*Saved entries:*
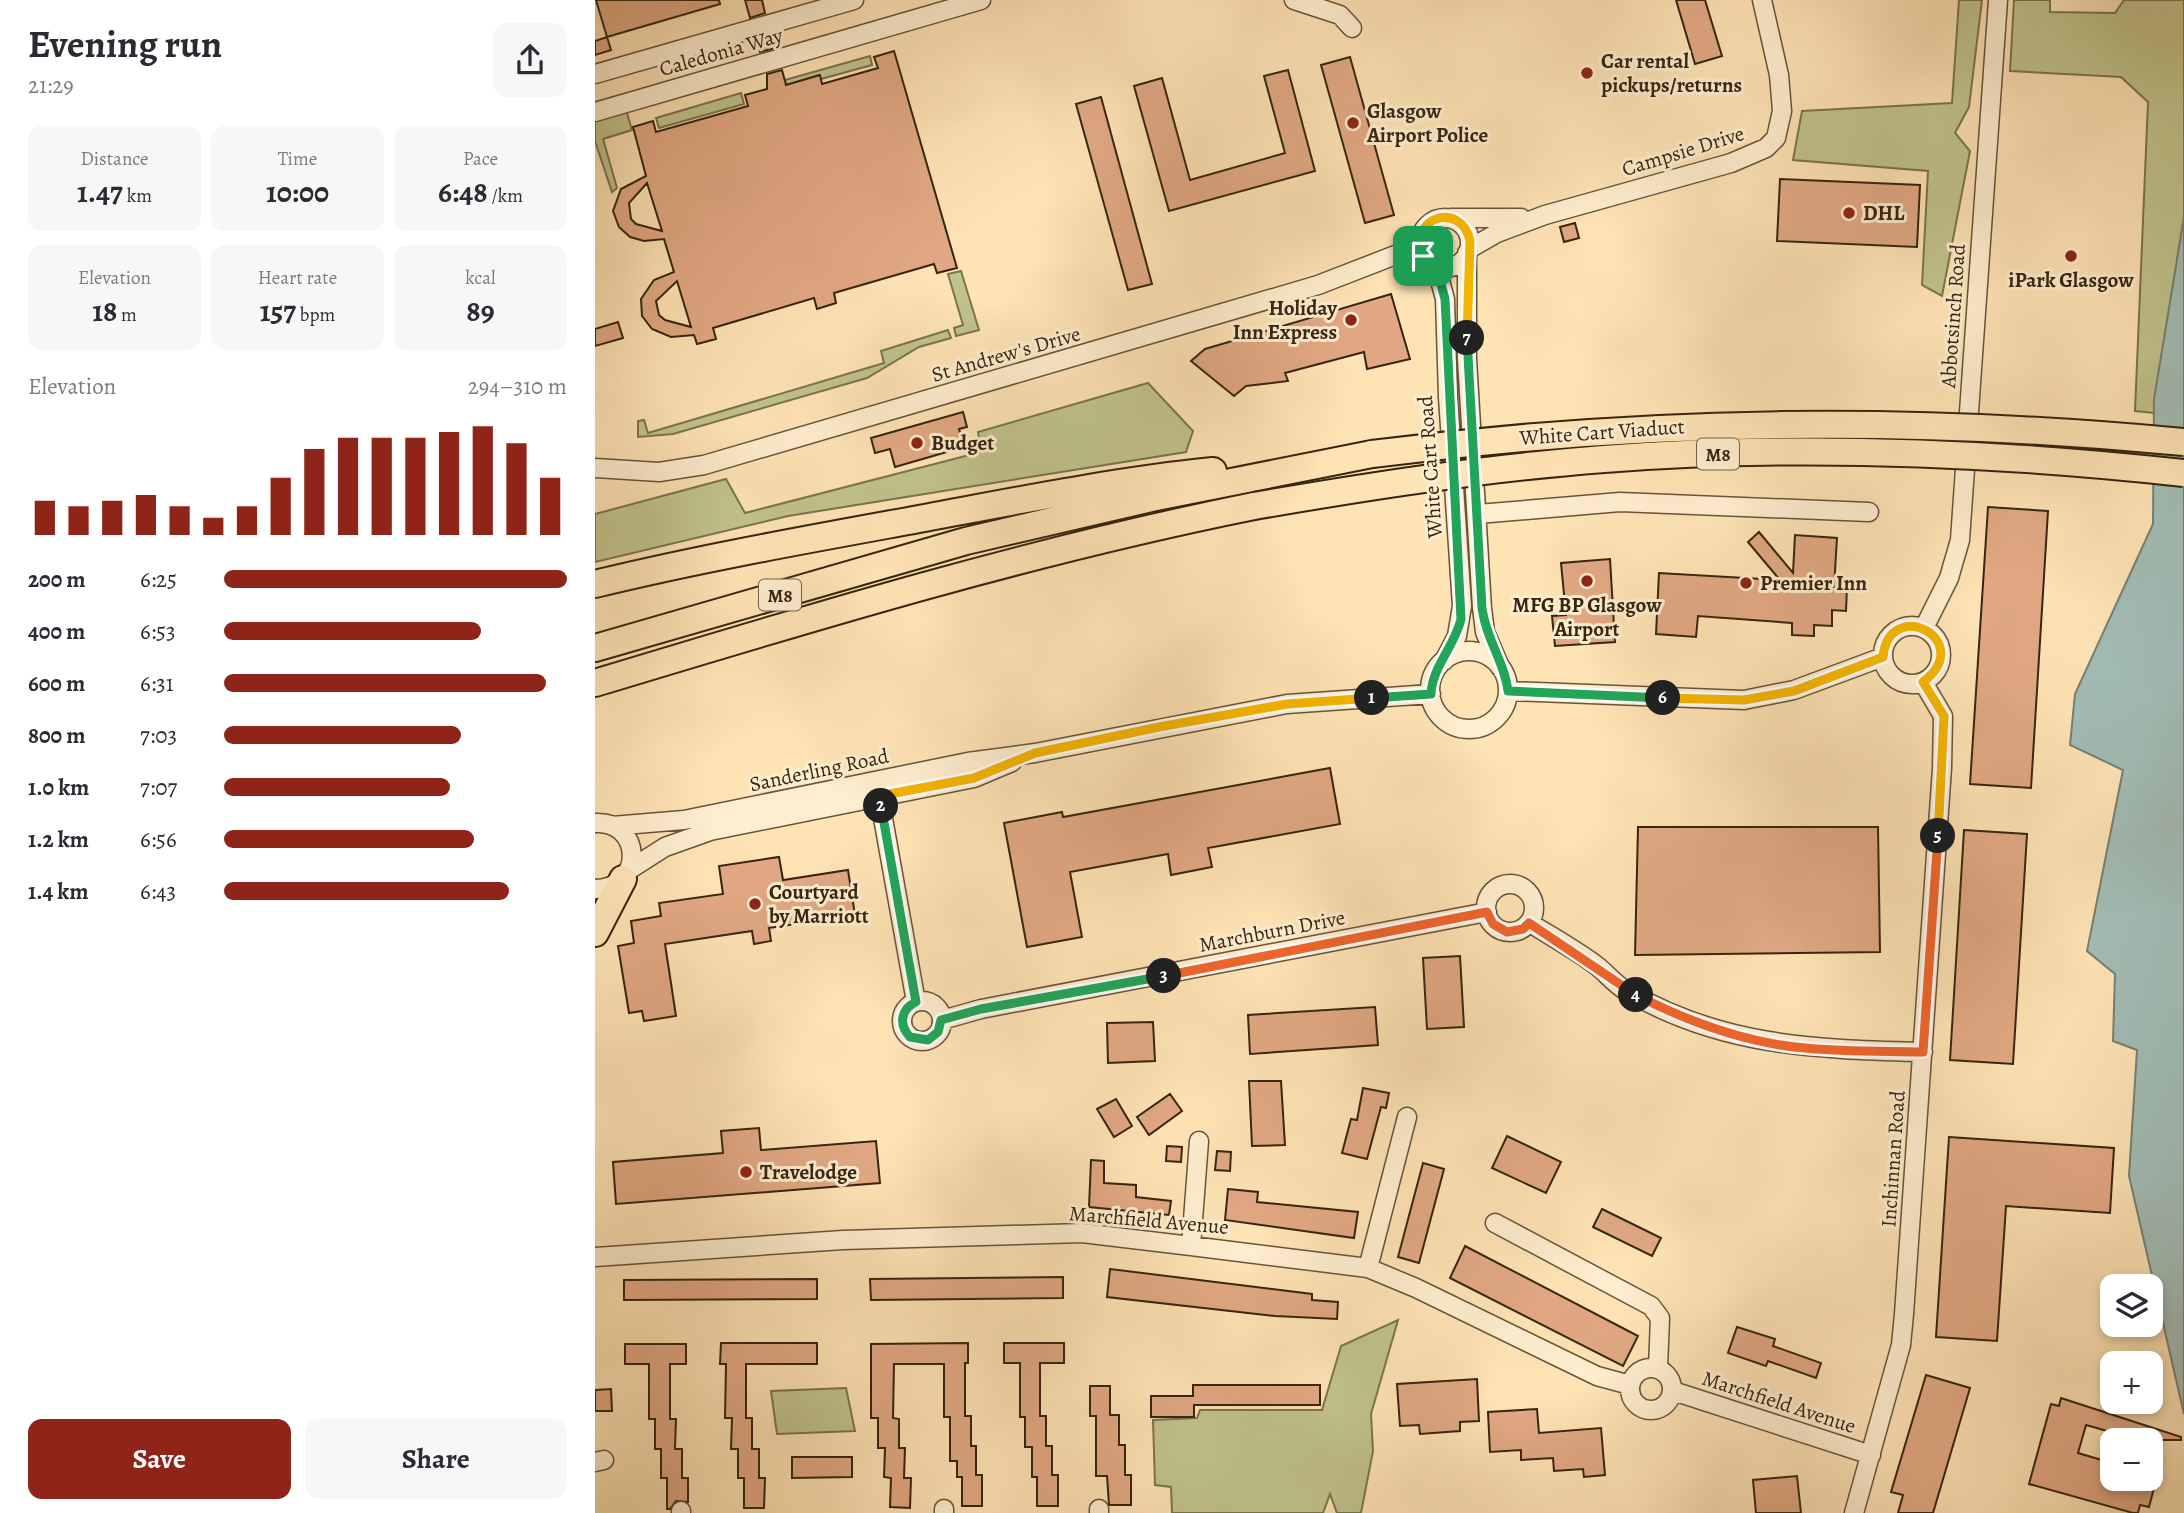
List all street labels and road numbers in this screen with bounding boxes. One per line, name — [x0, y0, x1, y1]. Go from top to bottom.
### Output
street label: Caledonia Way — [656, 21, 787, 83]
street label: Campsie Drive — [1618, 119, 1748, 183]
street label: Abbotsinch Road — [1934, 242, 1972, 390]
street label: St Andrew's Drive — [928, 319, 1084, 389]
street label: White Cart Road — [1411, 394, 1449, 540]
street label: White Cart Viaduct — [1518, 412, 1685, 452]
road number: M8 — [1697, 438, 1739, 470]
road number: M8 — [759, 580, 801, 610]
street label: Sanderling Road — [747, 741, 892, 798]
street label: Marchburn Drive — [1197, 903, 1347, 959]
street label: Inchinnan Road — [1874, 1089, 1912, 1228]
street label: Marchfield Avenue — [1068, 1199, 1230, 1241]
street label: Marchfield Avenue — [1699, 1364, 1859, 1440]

*Task details:*
Would you mind returning each entry above word for word, skipping the images?

*Exercise output:*
List all street labels and road numbers in this screen with bounding boxes. One per line, name — [x0, y0, x1, y1]. Go from top to bottom.
### Output
street label: Caledonia Way — [656, 21, 787, 83]
street label: Campsie Drive — [1618, 119, 1748, 183]
street label: Abbotsinch Road — [1934, 242, 1972, 390]
street label: St Andrew's Drive — [928, 319, 1084, 389]
street label: White Cart Road — [1411, 394, 1449, 540]
street label: White Cart Viaduct — [1518, 412, 1685, 452]
road number: M8 — [1697, 438, 1739, 470]
road number: M8 — [759, 580, 801, 610]
street label: Sanderling Road — [747, 741, 892, 798]
street label: Marchburn Drive — [1197, 903, 1347, 959]
street label: Inchinnan Road — [1874, 1089, 1912, 1228]
street label: Marchfield Avenue — [1068, 1199, 1230, 1241]
street label: Marchfield Avenue — [1699, 1364, 1859, 1440]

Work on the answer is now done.